200 million protein structures freely accessible to researchers

Last year, we released and open-sourced AlphaFold, our AI system which can accurately predict the structure of proteins. In partnership with the European Molecular Laboratory of Biology’s European Bioinformatics Institute, we created the AlphaFold Protein Structure Database to freely share this scientific knowledge with the world.

Our first release, on 22 July 2021, covered over 350,000 structures, including the human proteome – all of the ~20,000 known proteins expressed in the human body – along with the proteomes of 20 additional organisms important for biological research. Our latest release announced on 28 July 2022, expands this database to over 200 million structures – including nearly all catalogued proteins known to science. This update includes predicted structures for plants, bacteria, animals, and other organisms, opening up many new opportunities for researchers to use AlphaFold to advance their work on issues such as sustainability, food insecurity, and neglected diseases.

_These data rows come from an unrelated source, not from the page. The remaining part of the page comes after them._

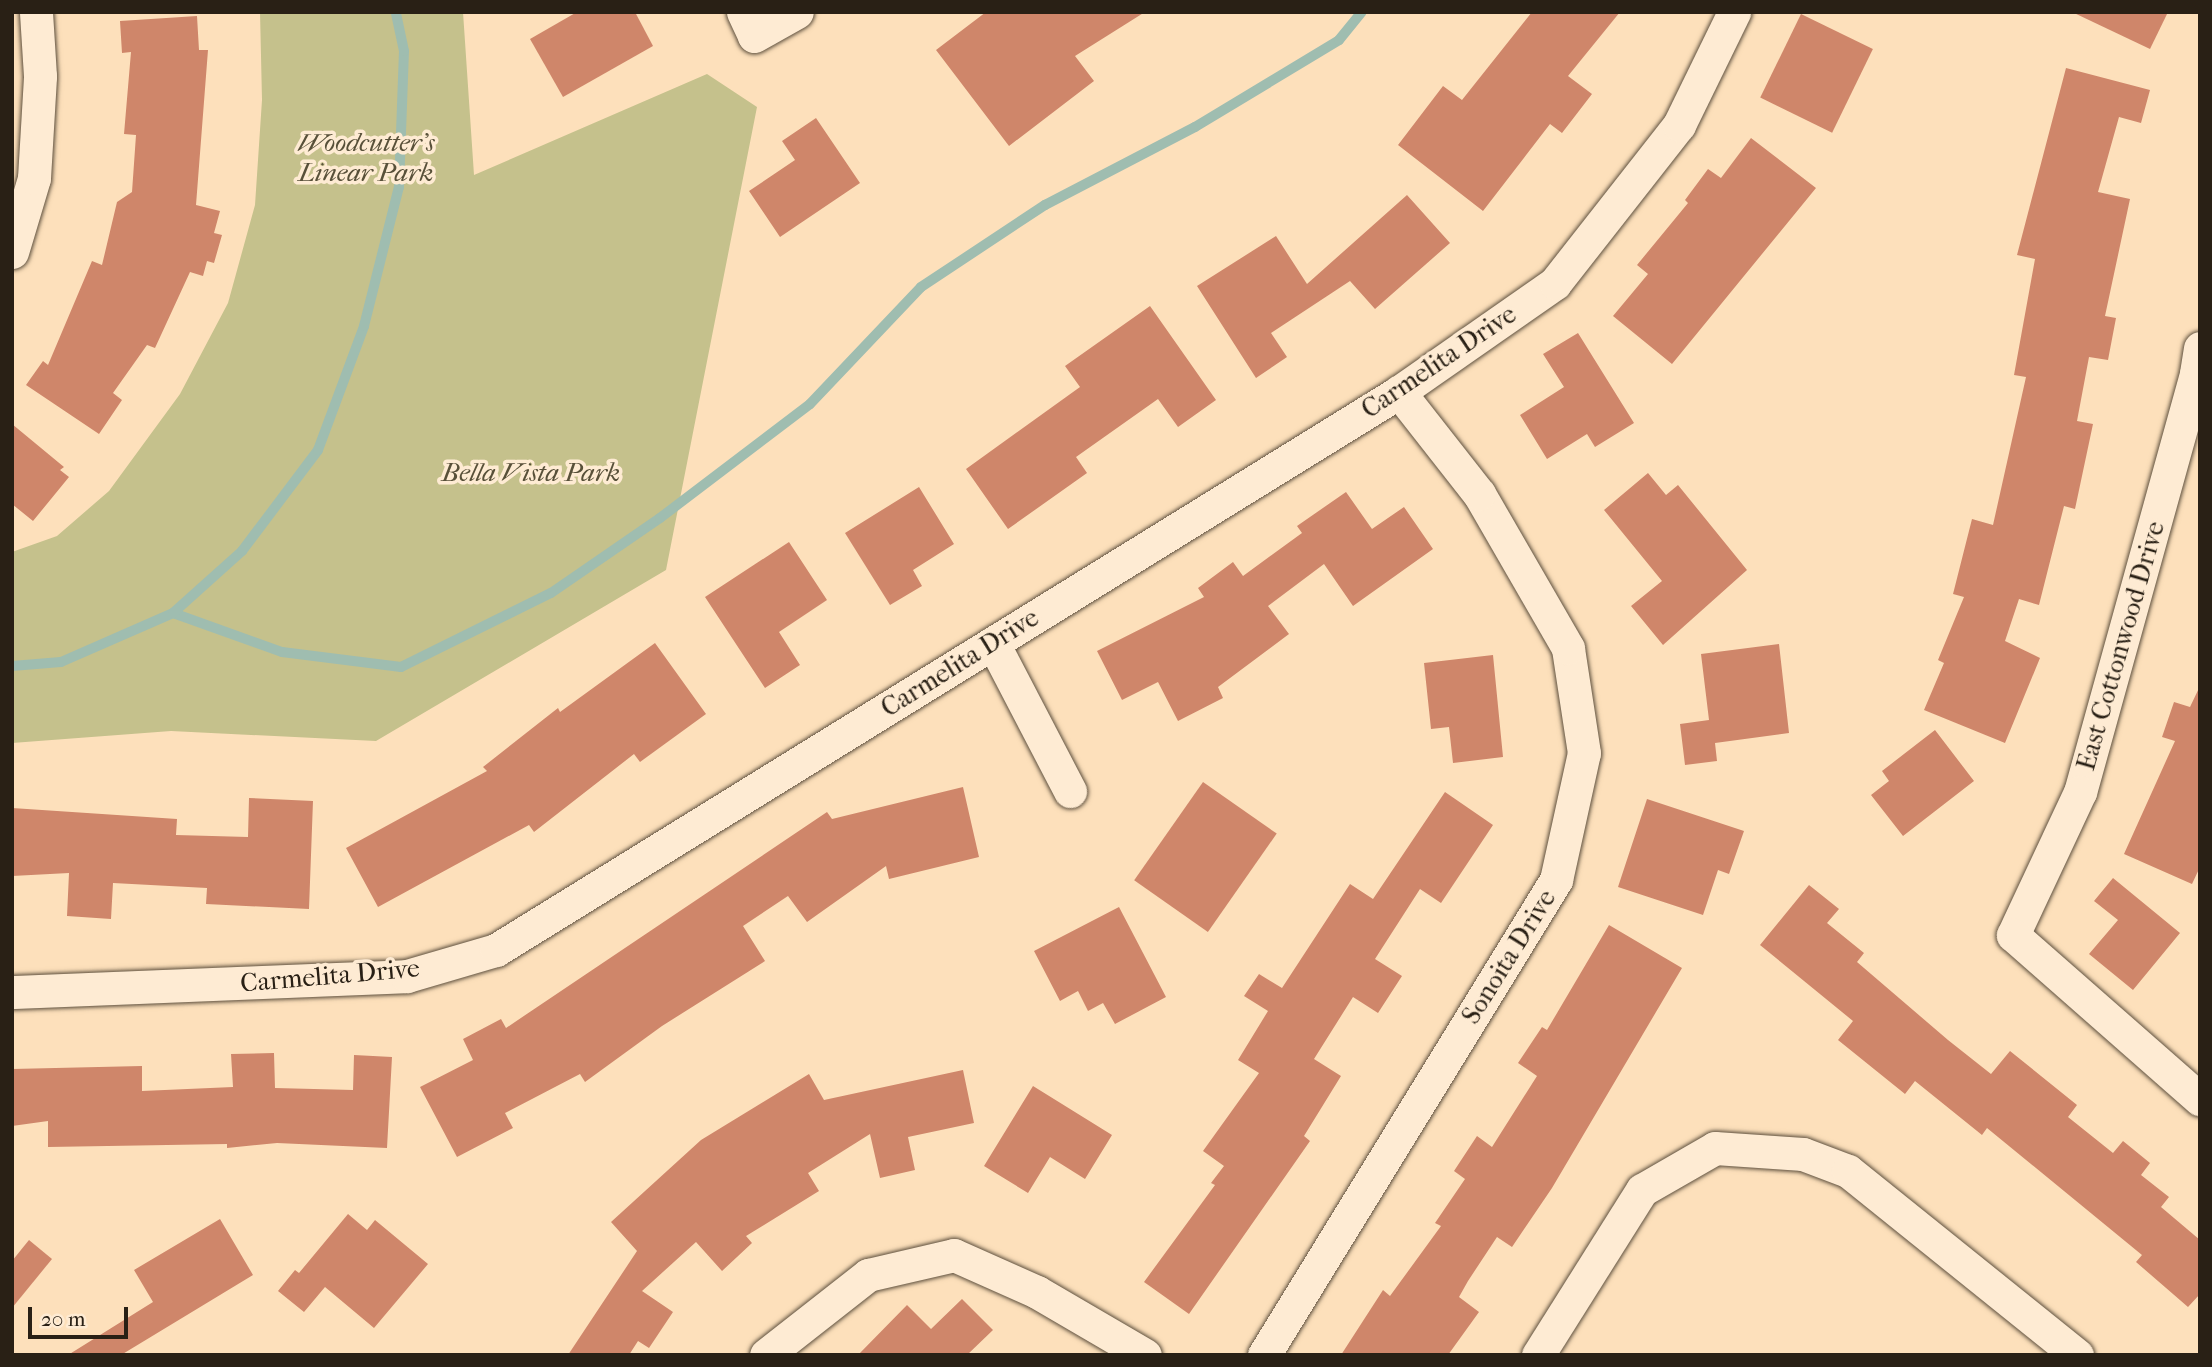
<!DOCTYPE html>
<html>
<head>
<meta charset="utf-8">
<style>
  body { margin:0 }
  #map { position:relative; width:2212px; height:1367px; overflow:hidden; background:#fde0bb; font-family:"IM FELL French Canon",serif }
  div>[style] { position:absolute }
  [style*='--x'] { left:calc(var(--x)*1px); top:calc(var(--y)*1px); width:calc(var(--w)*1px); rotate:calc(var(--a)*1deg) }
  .green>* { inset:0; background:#c5c18c }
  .stream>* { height:10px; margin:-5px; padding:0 5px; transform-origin:5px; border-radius:5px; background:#9fbdb0 }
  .building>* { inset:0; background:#cf866a; transform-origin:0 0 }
  .roads { filter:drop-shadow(0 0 2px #5e503e) drop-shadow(0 0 2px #5e503e) }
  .minor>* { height:33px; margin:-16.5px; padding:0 16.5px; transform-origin:16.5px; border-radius:16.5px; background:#feebd3 }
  span { translate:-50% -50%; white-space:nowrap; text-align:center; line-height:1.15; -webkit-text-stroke:7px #feebd3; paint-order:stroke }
  .park-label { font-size:26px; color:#585039; font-style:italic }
  .street-label { font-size:26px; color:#292015 }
  .frame { position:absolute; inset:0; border:14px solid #292015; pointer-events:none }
  .scale { position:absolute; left:28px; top:1307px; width:100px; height:32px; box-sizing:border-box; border:4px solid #292015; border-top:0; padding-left:9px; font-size:21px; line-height:24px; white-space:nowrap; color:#292015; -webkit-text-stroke:5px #feebd3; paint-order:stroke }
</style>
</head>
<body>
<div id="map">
  <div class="green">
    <i style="clip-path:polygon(260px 12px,463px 12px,474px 175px,707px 74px,757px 107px,666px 570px,376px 741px,171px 731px,12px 743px,12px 552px,57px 536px,109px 491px,180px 394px,228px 303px,255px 205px,262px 100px)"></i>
  </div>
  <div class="stream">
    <i style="--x:173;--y:613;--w:116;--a:19.7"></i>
    <i style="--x:282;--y:652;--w:120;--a:7.2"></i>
    <i style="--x:401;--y:667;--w:167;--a:-26.3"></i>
    <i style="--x:551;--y:593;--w:132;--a:-34.5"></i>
    <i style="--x:660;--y:518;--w:188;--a:-37.2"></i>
    <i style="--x:810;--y:404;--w:161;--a:-46.5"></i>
    <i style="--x:921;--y:287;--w:149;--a:-33.5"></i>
    <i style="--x:1045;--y:205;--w:169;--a:-27.5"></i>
    <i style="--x:1195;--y:127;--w:168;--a:-31.1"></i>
    <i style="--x:1339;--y:40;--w:36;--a:-51"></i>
    <i style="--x:12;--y:666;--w:49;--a:-4.7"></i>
    <i style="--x:61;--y:662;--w:122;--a:-23.6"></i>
    <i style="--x:173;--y:613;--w:93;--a:-41.9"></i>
    <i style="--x:242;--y:551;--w:126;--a:-53"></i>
    <i style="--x:318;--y:450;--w:132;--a:-69.6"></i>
    <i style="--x:364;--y:326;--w:143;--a:-75.9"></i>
    <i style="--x:399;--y:187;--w:136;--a:-87.9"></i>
    <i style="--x:404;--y:51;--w:40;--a:-102"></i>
  </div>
  <div class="building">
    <i style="clip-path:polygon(577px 12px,635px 12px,653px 46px,563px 97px,530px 39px)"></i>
    <i style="clip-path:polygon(986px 12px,1145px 12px,1075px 56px,1094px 81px,1009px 146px,936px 50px)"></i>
    <i style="clip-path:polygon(1532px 12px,1620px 12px,1568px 76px,1592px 94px,1562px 133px,1550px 124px,1483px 211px,1398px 145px,1443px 86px,1462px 100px)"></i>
    <i style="clip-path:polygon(2072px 12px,2168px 12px,2150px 49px)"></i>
    <i style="left:1801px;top:14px;width:80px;height:93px;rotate:26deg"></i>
    <i style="clip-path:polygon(197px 16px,199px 50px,208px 50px,196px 205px,220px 211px,214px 233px,222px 235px,214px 263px,207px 261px,203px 276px,190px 272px,155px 348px,147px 345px,113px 393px,122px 400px,99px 434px,26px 385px,43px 361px,48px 365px,92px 261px,102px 265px,117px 202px,132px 192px,136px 135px,124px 134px,131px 52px,122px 53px,120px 21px)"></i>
    <i style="clip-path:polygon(2066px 68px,2150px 90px,2141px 123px,2119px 117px,2098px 192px,2130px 199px,2105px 316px,2116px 318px,2108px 360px,2089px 357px,2077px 421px,2093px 424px,2075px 509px,2064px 506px,2039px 605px,2019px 599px,2005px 641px,2040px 658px,2005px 743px,1924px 710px,1944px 663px,1938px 660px,1964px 597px,1953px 594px,1972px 519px,1993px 525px,2026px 377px,2014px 375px,2035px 259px,2017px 255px)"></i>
    <i style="clip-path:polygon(816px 118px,860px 183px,780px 237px,749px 191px,795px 160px,782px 141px)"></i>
    <i style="clip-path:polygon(1751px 138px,1816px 188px,1672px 364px,1613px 316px,1648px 274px,1637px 265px,1688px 203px,1685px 200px,1708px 169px,1721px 178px)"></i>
    <i style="clip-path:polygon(1407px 195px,1450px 243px,1375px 309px,1350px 281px,1271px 333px,1287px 357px,1256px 378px,1197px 286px,1276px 236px,1307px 284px)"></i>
    <i style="clip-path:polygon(1150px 306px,1216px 400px,1178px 427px,1158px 399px,1076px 457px,1087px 473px,1008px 529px,966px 469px,1080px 387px,1065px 366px)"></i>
    <i style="clip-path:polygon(1578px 333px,1634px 423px,1595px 447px,1587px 434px,1547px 459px,1520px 415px,1564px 387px,1543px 354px)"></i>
    <i style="clip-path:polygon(12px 424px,64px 467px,60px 470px,69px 477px,33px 521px,12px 504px)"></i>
    <i style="clip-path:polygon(1648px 473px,1666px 495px,1678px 485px,1747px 570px,1663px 645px,1631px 606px,1662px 581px,1604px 510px)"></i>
    <i style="clip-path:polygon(919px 487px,954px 544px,913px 570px,922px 586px,890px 605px,845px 533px)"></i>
    <i style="clip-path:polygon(1346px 492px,1372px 529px,1404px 507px,1433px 549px,1353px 606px,1324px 564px,1268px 606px,1289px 634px,1218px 687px,1223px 698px,1178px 721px,1158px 682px,1122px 700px,1097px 651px,1204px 597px,1198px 588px,1233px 562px,1243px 576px,1302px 533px,1297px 526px)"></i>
    <i style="clip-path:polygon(789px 542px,827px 600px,779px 632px,800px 665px,765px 688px,705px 597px)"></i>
    <i style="clip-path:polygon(655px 643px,706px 714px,640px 762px,634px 754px,534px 832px,529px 825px,378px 907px,346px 848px,487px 771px,483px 767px,558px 708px,560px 712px)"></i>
    <i style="clip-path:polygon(1779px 644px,1789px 733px,1715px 743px,1717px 761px,1685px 765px,1680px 724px,1709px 720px,1701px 654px)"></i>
    <i style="clip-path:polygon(1493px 655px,1503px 757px,1453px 763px,1449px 727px,1431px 729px,1424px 663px)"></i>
    <i style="clip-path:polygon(2200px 686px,2200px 867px,2192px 884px,2124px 854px,2175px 741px,2162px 737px,2174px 702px,2190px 707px)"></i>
    <i style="clip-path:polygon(1935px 730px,1974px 781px,1903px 836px,1871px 795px,1889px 781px,1882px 771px)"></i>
    <i style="left:1203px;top:782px;width:90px;height:120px;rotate:35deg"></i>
    <i style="clip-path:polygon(963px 787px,979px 857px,889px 879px,886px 866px,807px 922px,788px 896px,743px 926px,765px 961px,662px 1026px,585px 1082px,580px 1074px,505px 1113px,513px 1128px,457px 1157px,420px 1087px,473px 1060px,463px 1039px,501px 1019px,506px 1028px,827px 812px,832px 819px)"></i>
    <i style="clip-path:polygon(1445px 792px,1493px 825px,1441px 903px,1420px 889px,1375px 959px,1402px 976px,1378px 1013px,1353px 997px,1314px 1059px,1341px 1076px,1304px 1136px,1310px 1141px,1189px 1314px,1144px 1282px,1215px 1185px,1211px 1183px,1224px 1166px,1203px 1151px,1259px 1073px,1238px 1060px,1268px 1011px,1244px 996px,1259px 974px,1282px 988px,1350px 884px,1373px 899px)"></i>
    <i style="clip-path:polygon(249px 798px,313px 801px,309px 909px,206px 904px,207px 888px,113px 883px,111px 919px,67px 916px,69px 873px,12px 876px,12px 808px,177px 819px,176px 835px,248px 837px)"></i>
    <i style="clip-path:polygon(1647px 799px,1744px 831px,1729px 874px,1718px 870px,1703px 915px,1618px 887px)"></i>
    <i style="clip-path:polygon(2113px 878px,2180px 933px,2133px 990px,2089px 954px,2118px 920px,2094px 901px)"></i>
    <i style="clip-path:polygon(1809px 885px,1839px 909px,1827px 923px,1864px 953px,1857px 962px,1948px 1040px,1991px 1074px,2010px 1051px,2077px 1105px,2068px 1117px,2113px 1153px,2123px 1141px,2150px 1163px,2141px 1175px,2169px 1197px,2161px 1207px,2200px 1240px,2200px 1294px,2188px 1307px,2136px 1262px,2142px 1255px,1987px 1128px,1982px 1135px,1915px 1081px,1905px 1094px,1838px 1040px,1853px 1021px,1760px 945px)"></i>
    <i style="clip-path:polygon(1119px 907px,1166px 997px,1115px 1024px,1103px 1003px,1088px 1011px,1078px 991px,1060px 1001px,1034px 951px)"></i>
    <i style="clip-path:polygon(1609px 925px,1682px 968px,1552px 1188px,1512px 1247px,1497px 1237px,1468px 1281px,1459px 1297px,1479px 1312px,1448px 1355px,1341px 1355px,1383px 1290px,1390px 1296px,1441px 1226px,1435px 1223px,1465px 1179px,1454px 1171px,1477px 1136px,1492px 1147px,1537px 1076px,1518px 1063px,1542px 1027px,1547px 1030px)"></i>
    <i style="clip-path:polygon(274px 1053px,275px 1088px,353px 1090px,354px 1055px,392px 1057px,387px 1148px,277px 1143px,227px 1148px,227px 1144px,48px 1147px,48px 1121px,12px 1126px,12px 1069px,142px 1066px,142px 1091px,233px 1087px,231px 1054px)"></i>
    <i style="clip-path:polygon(963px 1070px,974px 1123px,908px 1137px,915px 1170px,880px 1178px,870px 1134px,808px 1173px,819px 1191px,746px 1236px,752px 1243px,722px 1271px,696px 1242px,642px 1291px,673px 1312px,649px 1348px,638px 1341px,629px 1355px,568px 1355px,637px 1251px,611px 1222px,701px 1140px,809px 1074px,824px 1100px)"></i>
    <i style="clip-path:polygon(1033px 1086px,1112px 1135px,1085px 1179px,1050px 1157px,1028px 1193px,984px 1166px)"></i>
    <i style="clip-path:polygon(348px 1214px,367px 1230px,375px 1220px,428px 1264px,374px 1328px,325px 1287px,304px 1312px,278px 1291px,295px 1270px,299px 1273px)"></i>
    <i style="clip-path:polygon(220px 1219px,253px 1275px,121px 1355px,68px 1355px,153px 1302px,134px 1270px)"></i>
    <i style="clip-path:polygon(29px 1240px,52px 1259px,12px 1308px,12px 1261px)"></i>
    <i style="clip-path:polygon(962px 1299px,993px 1330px,967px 1355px,858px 1355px,907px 1305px,931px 1329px)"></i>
  </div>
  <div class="roads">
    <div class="minor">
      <i style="--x:743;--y:12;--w:26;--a:65"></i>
      <i style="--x:754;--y:36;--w:49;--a:-29.2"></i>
      <i style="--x:12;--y:252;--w:77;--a:-73.4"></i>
      <i style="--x:34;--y:178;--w:102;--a:-86.6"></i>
      <i style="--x:40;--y:76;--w:64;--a:-93.6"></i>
      <i style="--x:2200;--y:348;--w:26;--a:99"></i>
      <i style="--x:2196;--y:374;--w:434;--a:105.5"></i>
      <i style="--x:2080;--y:792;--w:158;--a:115.1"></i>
      <i style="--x:2013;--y:935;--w:249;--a:41.3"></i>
      <i style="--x:993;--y:643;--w:167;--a:62.5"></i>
      <i style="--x:12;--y:992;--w:395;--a:-2.3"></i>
      <i style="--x:407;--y:976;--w:93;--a:-16.3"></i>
      <i style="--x:496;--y:950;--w:1061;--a:-31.71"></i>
      <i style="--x:1399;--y:392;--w:190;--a:-34.9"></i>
      <i style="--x:1555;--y:283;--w:201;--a:-51.9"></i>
      <i style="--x:1679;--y:125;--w:126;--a:-64"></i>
      <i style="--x:766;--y:1355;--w:130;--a:-38.1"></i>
      <i style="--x:868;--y:1275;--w:88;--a:-13.1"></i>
      <i style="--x:954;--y:1255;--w:91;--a:24"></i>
      <i style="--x:1037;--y:1292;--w:125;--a:30.3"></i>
      <i style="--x:1264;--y:1355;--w:558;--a:-58.42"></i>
      <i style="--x:1556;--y:880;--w:130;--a:-77.6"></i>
      <i style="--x:1584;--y:753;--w:106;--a:-98.7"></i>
      <i style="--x:1568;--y:648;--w:178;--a:-120"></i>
      <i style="--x:1479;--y:494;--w:130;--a:-128.1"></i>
      <i style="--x:1538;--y:1355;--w:195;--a:-57.8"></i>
      <i style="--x:1642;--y:1190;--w:84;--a:-29.9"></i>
      <i style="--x:1715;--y:1148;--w:88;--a:3.9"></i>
      <i style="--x:1803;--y:1154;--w:48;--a:20.7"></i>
      <i style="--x:1848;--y:1171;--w:294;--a:38.8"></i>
    </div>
  </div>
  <div class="park-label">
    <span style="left:366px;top:158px">Woodcutter's<br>Linear Park</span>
    <span style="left:531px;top:473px">Bella Vista Park</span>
  </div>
  <div class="street-label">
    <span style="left:1439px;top:362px;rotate:-34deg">Carmelita Drive</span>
    <span style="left:2121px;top:646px;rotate:-74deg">East Cottonwood Drive</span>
    <span style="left:960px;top:663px;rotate:-32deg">Carmelita Drive</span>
    <span style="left:1509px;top:957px;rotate:-58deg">Sonoita Drive</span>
    <span style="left:330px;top:976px;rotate:-5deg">Carmelita Drive</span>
  </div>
  <div class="frame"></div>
  <div class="scale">20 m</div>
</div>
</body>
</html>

Accelerating progress on real-world problems


Twelve months on from AlphaFold’s initial release, we also wanted to reflect on the impact AlphaFold has already had. To date, more than 500,000 researchers from 190 countries have accessed the AlphaFold database. Our partners are already using AlphaFold to accelerate progress on important real-world problems: the Drugs for Neglected Diseases initiative (DNDi) is advancing drug discovery for neglected diseases, such as Chagas disease and leishmaniasis, which impact millions within vulnerable communities. At the Centre for Enzyme Innovation (CEI), researchers are discovering and engineering enzymes for breaking down single-use plastics, while teams from universities across Norway and the USA mapped the structure of honey bee Vitellogenin (Vg), a central protein for understanding the immune systems of egg-laying animals. And at the University of Colorado Boulder, another team is studying antibiotic resistance, a problem which causes 2.8M infections in the US alone each year.

For DeepMind, AlphaFold’s success was especially rewarding, both because it was the most complex AI system we’d ever built, but also because it has had the most meaningful downstream impact. It became the first major proof point of our founding thesis: that artificial intelligence can dramatically accelerate scientific discovery and in turn benefit humanity. AlphaFold is a glimpse of what might be possible with computational and AI methods applied to biology. We’re excited to see the huge potential of AI starting to be realised as one of humanity’s most useful tools for advancing scientific discovery.